WORK TO COMPLETE:
Below are entries; count the lines among them that contain the word "image", and give only the count.

DATASET CONTENT:
-------
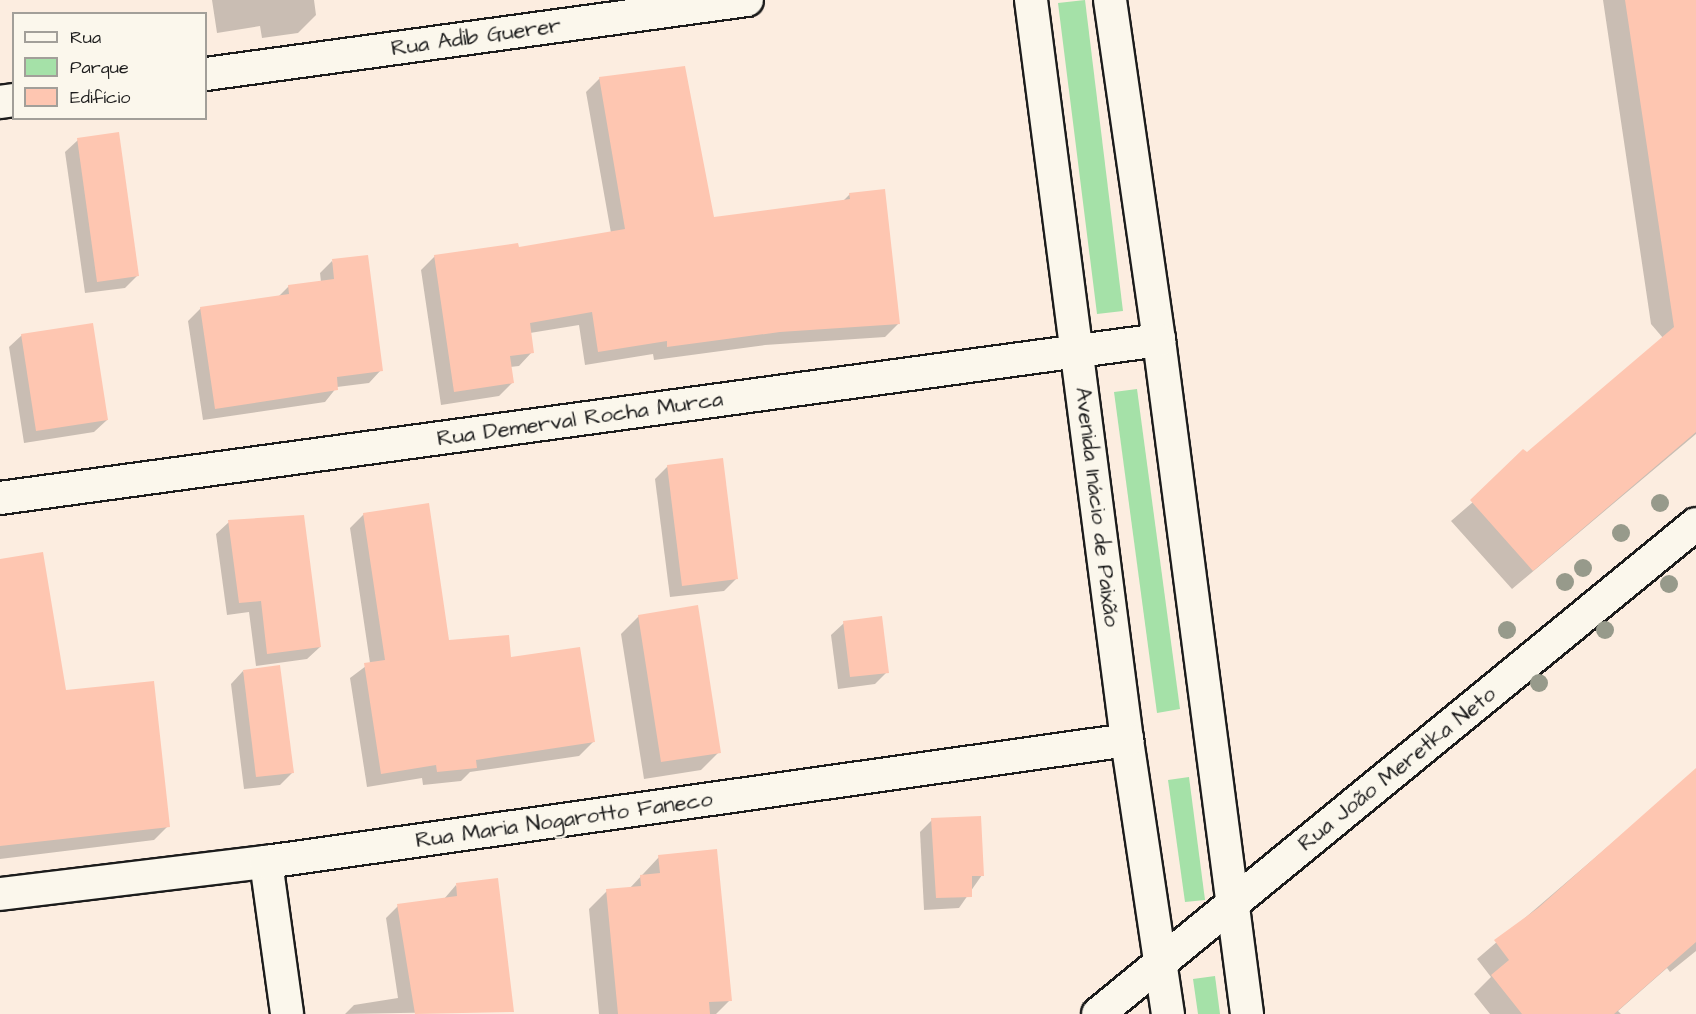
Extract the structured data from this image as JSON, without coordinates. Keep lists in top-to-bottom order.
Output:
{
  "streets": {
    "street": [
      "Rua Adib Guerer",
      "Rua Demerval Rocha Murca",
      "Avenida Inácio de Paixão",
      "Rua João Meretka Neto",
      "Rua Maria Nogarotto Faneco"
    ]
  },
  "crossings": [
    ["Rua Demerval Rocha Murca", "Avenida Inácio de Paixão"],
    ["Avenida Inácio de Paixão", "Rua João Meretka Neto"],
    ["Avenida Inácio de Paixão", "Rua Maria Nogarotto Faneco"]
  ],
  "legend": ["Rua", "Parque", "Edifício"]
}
-------
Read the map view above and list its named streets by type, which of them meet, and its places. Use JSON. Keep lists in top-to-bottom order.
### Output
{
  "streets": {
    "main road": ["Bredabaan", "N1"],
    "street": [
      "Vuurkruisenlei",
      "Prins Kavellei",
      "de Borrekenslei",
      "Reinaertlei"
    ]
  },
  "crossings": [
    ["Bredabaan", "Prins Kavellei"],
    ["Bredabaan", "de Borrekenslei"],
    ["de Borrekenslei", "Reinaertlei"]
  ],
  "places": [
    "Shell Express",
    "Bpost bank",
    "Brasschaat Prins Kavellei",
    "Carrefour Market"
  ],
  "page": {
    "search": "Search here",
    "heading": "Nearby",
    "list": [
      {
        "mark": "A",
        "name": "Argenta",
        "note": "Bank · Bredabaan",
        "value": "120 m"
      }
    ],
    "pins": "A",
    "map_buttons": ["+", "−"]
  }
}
-------
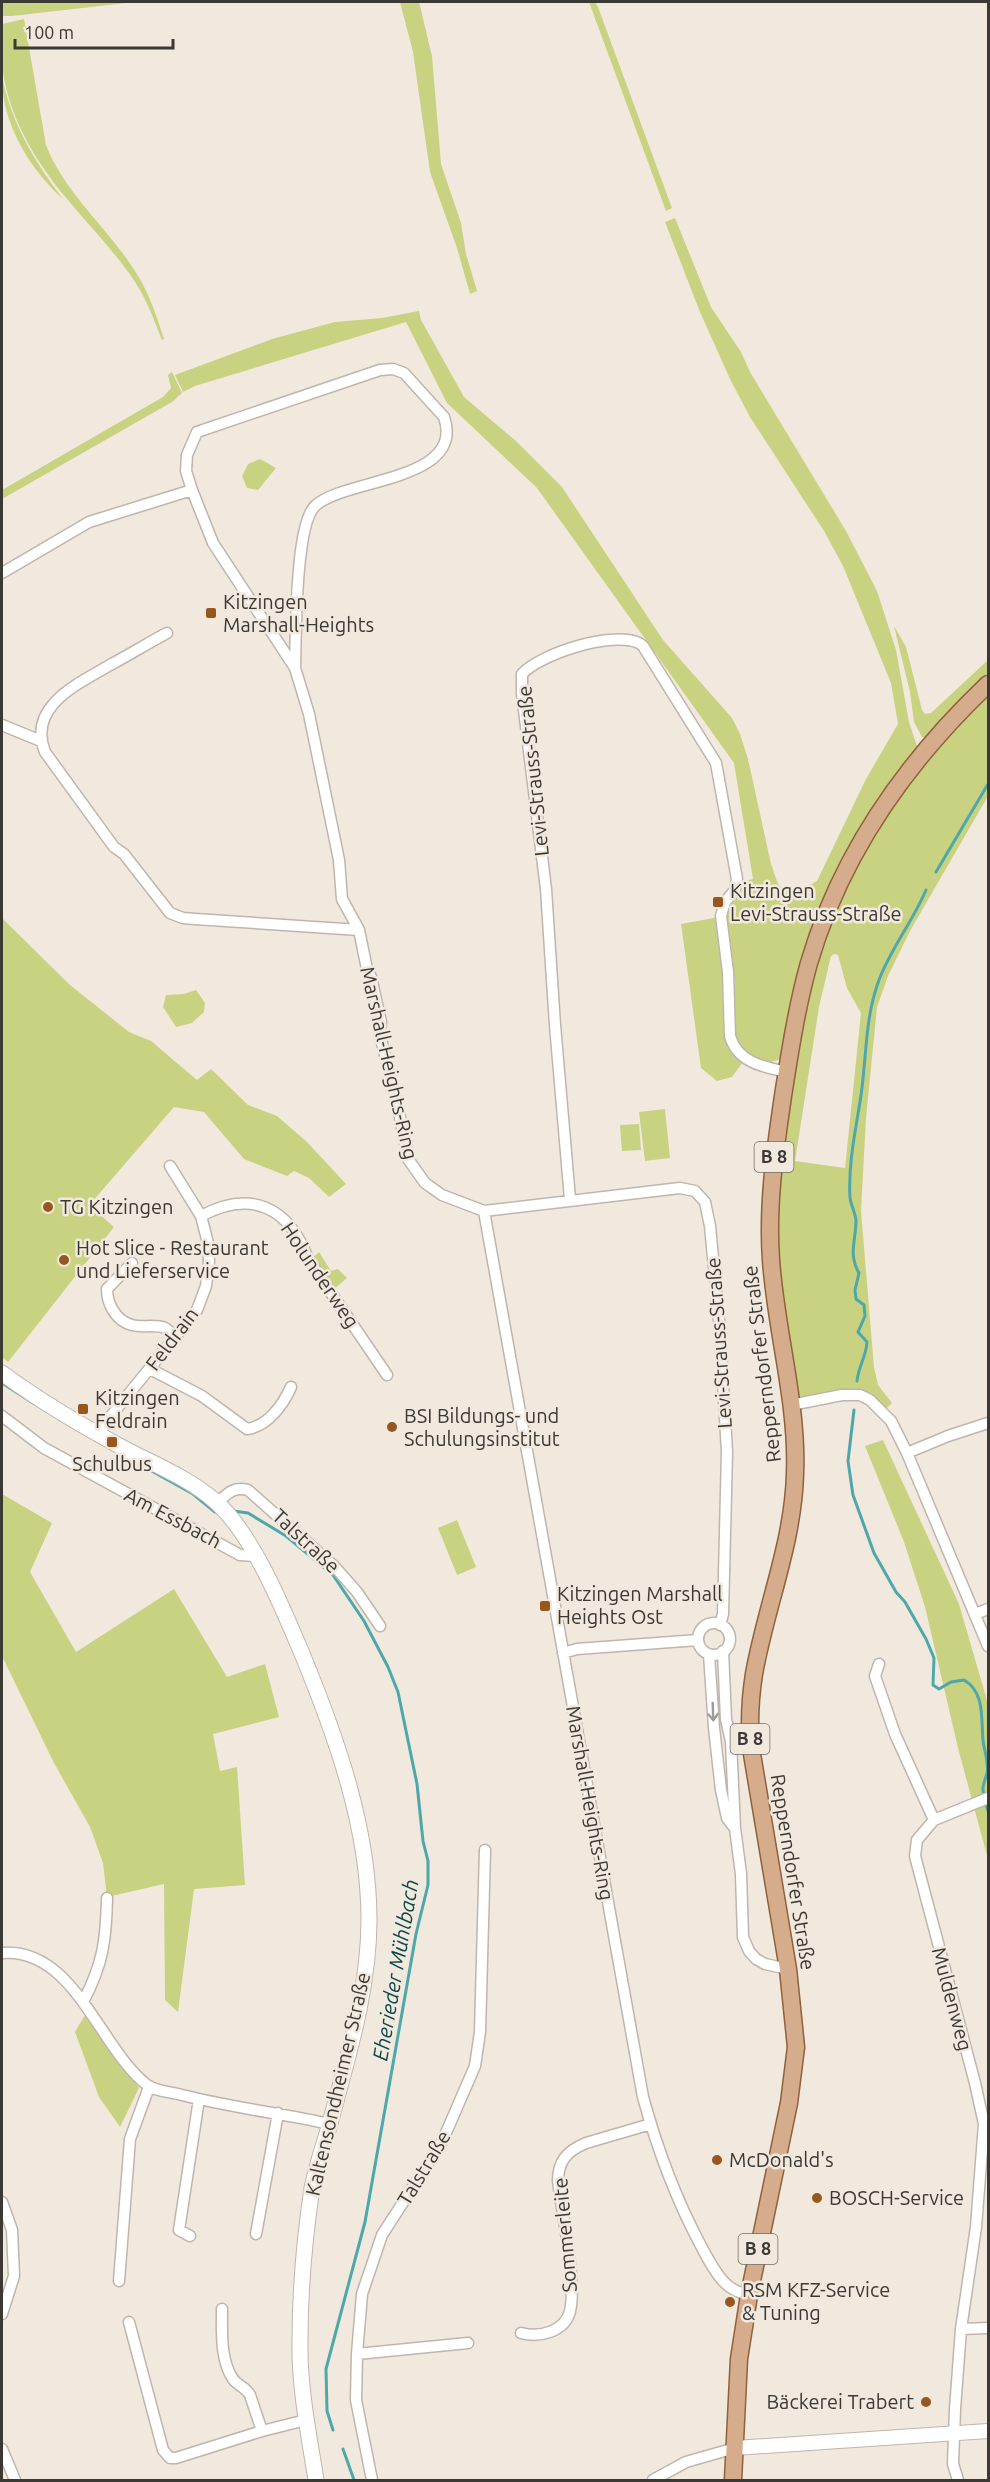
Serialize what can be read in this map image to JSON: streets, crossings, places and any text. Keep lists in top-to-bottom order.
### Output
-------
WRITTEN ANSWER:
2